Thomas Demand In Conversation With Sylvia Lavin

Thomas Demand provided an interesting view on the importance of architecture and how it has shaped his art making practice. The destruction of models and how architects handled the models of failed works was interesting in that most architects kept a hold of the models and left the„ often having rooms and rooms filled with past works. Some burned there’s which comes to the point of how paper was used. It was an interesting take on how paper, such a simple medium, could be taken advantage of, and how important of a medium it was for Thomas, how much he admired this medium and used it to its full extent. He elaborated that paper had a certain aesthetic beauty because of its pure simplicity and the way in which it was ubiquitous everywhere in the world.

Taking a look at his practice really interested me in the sense that he had immaculate attention to detail to the most tiniest of things. When preparing his hotel rooms where he wanted to make the private become public, every little thing, from how the room felt, to the scratches on the door had to be just right to his tastes. The smell of the room also had to be just right.

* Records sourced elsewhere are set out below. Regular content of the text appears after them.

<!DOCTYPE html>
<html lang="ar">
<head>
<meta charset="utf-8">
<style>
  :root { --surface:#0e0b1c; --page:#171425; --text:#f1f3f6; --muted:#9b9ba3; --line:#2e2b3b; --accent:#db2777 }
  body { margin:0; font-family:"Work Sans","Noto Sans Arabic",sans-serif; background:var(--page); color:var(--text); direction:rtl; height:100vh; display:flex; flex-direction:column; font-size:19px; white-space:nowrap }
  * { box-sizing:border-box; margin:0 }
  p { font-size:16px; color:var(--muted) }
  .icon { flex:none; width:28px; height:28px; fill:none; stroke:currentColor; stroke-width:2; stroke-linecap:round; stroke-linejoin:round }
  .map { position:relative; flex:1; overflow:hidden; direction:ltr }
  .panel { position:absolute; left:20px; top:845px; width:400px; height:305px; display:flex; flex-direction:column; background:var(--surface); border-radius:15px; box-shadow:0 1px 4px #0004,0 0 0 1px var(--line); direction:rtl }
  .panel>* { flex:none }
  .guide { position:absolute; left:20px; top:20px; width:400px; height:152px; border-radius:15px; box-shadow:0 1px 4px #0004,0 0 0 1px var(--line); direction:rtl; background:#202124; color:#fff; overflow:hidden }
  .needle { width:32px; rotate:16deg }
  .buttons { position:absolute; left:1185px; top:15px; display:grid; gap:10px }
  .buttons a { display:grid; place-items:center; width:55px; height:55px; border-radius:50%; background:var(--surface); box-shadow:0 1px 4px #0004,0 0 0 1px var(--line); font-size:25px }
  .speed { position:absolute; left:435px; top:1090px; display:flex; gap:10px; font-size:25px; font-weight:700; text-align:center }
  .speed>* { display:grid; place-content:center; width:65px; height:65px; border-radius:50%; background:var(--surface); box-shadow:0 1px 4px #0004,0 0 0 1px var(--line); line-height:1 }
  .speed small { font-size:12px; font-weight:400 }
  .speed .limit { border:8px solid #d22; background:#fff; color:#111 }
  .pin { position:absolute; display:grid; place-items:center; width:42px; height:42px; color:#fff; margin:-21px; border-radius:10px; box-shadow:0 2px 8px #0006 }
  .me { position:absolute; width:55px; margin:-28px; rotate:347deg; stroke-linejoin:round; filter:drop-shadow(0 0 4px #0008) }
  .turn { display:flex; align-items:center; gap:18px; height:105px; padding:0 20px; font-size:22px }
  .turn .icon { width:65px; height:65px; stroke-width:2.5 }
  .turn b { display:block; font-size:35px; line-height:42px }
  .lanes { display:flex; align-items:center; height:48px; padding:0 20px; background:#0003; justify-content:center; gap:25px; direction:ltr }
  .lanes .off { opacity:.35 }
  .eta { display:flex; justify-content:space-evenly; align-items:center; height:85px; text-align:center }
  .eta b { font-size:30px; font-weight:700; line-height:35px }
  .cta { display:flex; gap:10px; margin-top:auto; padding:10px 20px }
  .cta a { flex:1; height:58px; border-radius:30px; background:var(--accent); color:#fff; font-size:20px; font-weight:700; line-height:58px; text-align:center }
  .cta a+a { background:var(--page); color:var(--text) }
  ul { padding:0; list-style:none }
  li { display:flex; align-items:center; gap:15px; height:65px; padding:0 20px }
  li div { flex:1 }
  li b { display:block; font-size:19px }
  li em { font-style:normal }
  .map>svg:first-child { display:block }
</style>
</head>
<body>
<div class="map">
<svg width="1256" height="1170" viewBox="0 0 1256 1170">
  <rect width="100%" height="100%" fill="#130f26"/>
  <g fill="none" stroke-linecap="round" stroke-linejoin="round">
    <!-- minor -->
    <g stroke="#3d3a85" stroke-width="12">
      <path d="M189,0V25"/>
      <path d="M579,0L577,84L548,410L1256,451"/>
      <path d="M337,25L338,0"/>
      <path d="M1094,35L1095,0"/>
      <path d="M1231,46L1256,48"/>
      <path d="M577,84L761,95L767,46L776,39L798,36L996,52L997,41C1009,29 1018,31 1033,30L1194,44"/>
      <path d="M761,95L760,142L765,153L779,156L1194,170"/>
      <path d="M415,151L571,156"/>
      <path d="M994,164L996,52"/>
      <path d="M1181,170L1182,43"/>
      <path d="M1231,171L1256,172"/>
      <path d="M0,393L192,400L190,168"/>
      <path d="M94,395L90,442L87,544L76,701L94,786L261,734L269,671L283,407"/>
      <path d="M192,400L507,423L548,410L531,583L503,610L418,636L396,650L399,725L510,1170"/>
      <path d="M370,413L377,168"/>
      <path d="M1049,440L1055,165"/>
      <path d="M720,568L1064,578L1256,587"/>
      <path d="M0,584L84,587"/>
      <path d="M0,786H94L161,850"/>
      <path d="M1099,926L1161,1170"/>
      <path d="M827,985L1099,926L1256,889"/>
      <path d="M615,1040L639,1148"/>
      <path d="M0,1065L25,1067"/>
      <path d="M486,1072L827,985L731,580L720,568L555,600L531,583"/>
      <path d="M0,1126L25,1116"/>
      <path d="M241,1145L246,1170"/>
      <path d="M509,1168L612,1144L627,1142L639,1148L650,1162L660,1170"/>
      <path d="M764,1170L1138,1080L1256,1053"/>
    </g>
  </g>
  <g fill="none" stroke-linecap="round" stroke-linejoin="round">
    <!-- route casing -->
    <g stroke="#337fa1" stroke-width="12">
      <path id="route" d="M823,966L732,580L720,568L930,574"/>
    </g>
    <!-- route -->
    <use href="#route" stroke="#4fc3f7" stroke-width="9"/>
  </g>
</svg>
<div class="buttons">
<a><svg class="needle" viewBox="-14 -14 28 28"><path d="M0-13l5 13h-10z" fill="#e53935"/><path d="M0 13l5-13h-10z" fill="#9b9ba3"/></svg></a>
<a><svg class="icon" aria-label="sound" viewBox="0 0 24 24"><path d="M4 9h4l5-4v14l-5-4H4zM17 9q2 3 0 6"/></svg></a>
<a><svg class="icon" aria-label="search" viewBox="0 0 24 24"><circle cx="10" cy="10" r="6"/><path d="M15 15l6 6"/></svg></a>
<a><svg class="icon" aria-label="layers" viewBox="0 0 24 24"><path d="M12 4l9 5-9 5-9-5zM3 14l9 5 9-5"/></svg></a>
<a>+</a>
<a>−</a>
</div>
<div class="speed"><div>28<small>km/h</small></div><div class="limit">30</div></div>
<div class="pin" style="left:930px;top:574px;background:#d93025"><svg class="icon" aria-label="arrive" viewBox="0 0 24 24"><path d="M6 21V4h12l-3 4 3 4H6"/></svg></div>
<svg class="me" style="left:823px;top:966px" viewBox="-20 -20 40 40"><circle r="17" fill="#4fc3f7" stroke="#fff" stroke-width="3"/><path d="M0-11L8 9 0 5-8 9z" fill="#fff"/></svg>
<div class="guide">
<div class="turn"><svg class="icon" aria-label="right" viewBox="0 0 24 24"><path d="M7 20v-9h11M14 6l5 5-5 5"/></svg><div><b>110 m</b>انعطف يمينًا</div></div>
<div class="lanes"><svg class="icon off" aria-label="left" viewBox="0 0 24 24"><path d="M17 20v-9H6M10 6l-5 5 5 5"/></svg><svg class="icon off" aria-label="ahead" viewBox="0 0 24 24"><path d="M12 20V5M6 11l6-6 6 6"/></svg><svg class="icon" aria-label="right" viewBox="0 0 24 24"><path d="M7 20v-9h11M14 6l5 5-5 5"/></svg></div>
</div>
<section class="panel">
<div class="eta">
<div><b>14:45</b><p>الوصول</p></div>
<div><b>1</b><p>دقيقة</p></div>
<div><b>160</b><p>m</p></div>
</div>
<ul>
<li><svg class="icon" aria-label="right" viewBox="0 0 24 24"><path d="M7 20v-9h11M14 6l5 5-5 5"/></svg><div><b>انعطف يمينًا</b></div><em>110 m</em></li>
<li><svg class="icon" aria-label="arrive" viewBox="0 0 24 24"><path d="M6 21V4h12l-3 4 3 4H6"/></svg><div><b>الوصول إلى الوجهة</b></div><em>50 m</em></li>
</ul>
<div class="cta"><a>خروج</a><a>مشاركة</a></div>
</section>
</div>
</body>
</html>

Musty and old was the smell Demand wanted to attain in his rooms but the rooms present were too musty and old. The new Prada store was in view of the building so he wanted them to make the room smell of Prada which involved spraying Prada perfume around the room. It was interesting to find how he defined the ‘smell of Prada’. To me personally, the smell of Prada would have been something more like quality tanned leather and the smell of the ‘factory’ a sort of artificial smell, rather than the smooth smell of Prada perfume.